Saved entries
>>>
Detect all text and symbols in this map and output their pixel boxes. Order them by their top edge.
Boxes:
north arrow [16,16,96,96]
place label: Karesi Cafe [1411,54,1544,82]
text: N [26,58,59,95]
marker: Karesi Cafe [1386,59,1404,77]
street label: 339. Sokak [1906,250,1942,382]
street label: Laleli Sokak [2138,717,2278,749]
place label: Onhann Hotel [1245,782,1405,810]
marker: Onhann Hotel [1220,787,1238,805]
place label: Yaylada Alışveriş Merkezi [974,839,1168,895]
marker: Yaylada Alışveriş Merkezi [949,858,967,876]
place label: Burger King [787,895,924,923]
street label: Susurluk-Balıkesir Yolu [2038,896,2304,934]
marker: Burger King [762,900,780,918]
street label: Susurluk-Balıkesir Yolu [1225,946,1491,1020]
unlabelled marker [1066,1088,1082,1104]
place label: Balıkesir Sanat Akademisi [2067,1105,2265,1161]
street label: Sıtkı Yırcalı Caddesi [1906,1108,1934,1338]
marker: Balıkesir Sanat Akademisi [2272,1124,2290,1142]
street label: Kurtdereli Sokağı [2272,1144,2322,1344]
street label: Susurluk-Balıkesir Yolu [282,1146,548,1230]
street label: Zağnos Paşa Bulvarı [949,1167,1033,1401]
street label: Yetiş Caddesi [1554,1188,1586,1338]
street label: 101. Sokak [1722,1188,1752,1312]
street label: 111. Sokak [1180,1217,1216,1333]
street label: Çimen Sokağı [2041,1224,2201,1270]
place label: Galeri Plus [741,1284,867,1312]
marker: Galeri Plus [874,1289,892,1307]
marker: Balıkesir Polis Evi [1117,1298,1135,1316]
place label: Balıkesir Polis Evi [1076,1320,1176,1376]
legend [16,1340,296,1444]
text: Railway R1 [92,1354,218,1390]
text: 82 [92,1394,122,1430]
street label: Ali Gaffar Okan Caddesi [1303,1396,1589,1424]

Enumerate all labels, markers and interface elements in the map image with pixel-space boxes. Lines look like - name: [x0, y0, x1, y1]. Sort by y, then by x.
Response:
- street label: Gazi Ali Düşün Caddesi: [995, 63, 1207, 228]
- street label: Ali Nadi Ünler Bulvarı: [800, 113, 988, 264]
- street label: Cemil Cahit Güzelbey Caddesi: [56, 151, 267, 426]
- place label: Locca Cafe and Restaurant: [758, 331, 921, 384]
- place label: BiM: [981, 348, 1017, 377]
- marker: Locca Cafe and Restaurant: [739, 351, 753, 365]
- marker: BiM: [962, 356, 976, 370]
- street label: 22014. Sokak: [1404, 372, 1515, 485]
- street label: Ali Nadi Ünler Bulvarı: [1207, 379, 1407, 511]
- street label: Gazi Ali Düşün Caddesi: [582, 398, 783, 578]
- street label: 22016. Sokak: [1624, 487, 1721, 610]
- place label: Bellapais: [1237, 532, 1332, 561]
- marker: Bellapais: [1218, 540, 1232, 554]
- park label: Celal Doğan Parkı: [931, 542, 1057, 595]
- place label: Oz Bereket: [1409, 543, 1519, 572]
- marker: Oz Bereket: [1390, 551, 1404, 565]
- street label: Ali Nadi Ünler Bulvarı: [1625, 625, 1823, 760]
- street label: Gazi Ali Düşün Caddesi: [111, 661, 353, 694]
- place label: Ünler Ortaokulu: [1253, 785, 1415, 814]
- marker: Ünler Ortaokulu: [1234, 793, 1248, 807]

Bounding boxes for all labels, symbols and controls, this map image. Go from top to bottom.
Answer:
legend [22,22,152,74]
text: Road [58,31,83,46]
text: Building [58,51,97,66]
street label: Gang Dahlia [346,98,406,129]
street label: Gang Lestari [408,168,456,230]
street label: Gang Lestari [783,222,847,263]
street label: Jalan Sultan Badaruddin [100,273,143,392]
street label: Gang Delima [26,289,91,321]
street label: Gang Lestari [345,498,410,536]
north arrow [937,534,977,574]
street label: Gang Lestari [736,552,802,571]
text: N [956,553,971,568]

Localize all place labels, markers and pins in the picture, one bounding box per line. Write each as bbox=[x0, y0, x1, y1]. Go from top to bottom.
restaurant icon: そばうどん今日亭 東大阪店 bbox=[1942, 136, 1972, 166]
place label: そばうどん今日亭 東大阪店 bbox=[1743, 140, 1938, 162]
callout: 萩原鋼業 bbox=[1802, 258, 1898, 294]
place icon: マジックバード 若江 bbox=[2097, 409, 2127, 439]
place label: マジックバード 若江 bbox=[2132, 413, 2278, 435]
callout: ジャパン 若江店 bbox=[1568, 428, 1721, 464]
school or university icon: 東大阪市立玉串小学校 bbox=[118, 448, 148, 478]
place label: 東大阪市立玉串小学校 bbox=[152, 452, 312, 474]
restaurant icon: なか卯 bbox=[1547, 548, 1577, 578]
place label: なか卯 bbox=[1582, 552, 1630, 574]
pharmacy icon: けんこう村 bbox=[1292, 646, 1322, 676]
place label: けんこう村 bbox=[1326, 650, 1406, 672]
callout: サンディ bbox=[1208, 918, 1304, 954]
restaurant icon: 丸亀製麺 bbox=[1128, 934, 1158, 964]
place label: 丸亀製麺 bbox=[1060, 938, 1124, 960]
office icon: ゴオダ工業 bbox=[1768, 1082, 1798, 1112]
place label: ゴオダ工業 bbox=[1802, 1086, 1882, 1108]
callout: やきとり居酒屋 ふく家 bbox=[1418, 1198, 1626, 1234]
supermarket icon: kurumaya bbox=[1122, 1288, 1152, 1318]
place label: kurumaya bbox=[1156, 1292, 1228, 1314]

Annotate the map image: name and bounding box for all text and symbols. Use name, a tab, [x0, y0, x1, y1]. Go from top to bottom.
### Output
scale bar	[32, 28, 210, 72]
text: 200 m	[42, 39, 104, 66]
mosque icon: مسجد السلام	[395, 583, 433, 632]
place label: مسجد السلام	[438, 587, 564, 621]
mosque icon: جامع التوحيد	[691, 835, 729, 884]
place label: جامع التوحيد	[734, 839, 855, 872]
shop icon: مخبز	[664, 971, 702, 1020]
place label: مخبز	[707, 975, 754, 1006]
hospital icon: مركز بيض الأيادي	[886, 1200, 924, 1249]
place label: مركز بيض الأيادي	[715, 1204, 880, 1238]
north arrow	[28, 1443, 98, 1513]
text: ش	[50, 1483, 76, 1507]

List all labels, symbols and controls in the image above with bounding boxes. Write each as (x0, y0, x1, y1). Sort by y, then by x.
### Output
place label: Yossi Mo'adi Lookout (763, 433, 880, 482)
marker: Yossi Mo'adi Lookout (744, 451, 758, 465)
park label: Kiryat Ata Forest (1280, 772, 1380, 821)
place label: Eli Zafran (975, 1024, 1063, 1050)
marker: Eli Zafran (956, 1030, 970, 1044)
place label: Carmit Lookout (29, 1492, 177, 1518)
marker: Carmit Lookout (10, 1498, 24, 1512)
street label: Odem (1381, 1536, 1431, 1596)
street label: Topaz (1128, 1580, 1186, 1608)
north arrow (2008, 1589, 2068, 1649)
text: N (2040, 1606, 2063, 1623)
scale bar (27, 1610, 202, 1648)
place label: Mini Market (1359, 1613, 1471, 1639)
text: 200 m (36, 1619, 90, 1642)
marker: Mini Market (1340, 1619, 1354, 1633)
<<<
Line count for the string "then": tally the lines of the records above that contain it and give only the result.

2